● **About this task**:
From the first line to the last, copy the material word for word; pictures stay out.

Data extract Block Start

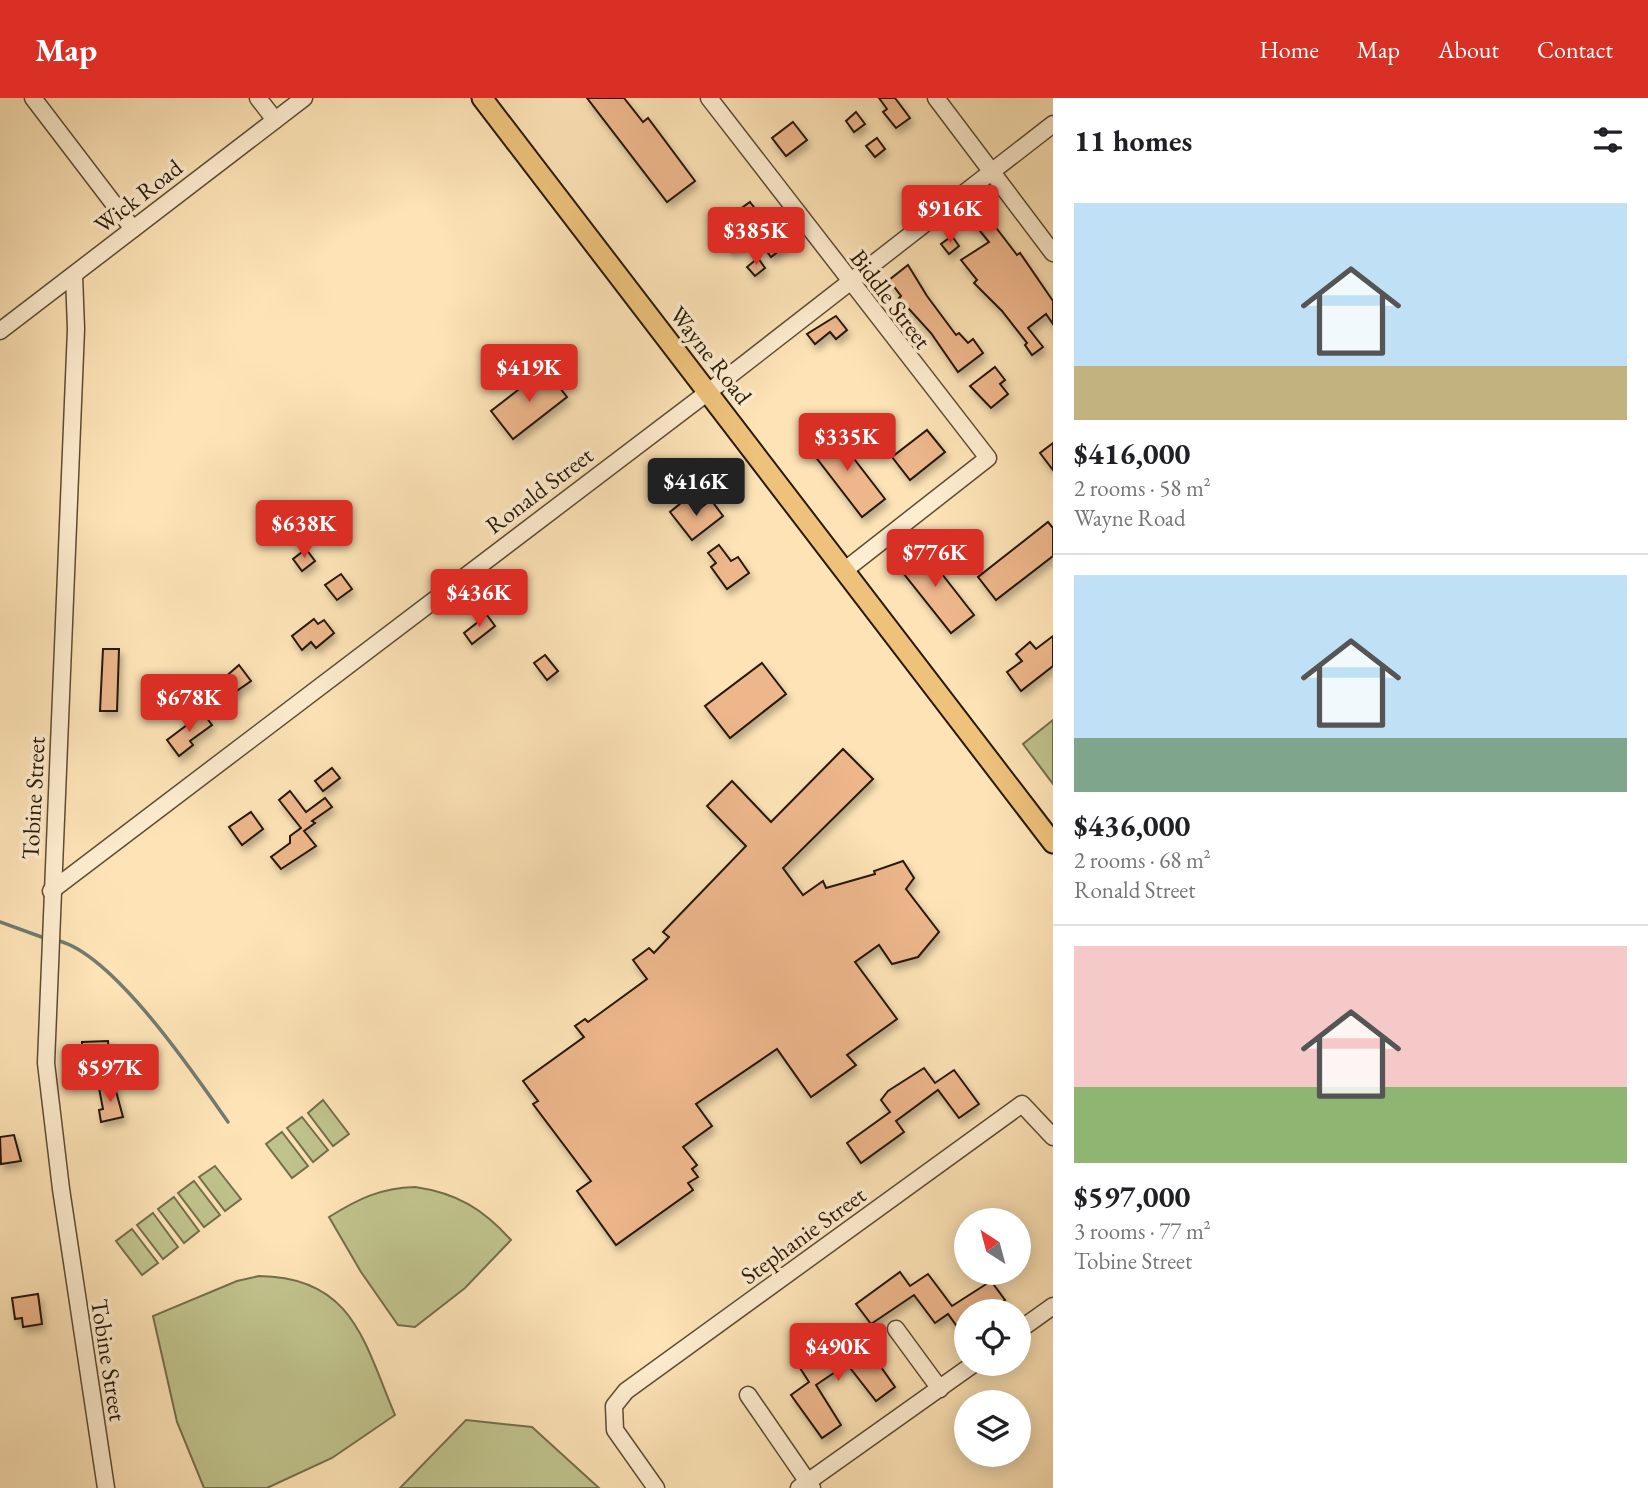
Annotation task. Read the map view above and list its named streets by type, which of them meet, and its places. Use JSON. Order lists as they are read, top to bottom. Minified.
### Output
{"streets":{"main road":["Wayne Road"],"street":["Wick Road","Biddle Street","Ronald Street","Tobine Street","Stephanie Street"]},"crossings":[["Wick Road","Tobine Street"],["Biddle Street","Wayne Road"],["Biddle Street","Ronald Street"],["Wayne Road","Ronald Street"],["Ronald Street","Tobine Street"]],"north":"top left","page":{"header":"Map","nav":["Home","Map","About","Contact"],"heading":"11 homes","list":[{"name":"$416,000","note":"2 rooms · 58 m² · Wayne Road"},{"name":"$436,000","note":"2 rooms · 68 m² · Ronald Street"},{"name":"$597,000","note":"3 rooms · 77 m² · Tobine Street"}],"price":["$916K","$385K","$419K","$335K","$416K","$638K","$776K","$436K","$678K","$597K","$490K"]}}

Data extract Block End

● **Task output**:
Annotation task. Read the map view above and list its named streets by type, which of them meet, and its places. Use JSON. Order lists as they are read, top to bottom. Minified.
### Output
{"streets":{"main road":["Wayne Road"],"street":["Wick Road","Biddle Street","Ronald Street","Tobine Street","Stephanie Street"]},"crossings":[["Wick Road","Tobine Street"],["Biddle Street","Wayne Road"],["Biddle Street","Ronald Street"],["Wayne Road","Ronald Street"],["Ronald Street","Tobine Street"]],"north":"top left","page":{"header":"Map","nav":["Home","Map","About","Contact"],"heading":"11 homes","list":[{"name":"$416,000","note":"2 rooms · 58 m² · Wayne Road"},{"name":"$436,000","note":"2 rooms · 68 m² · Ronald Street"},{"name":"$597,000","note":"3 rooms · 77 m² · Tobine Street"}],"price":["$916K","$385K","$419K","$335K","$416K","$638K","$776K","$436K","$678K","$597K","$490K"]}}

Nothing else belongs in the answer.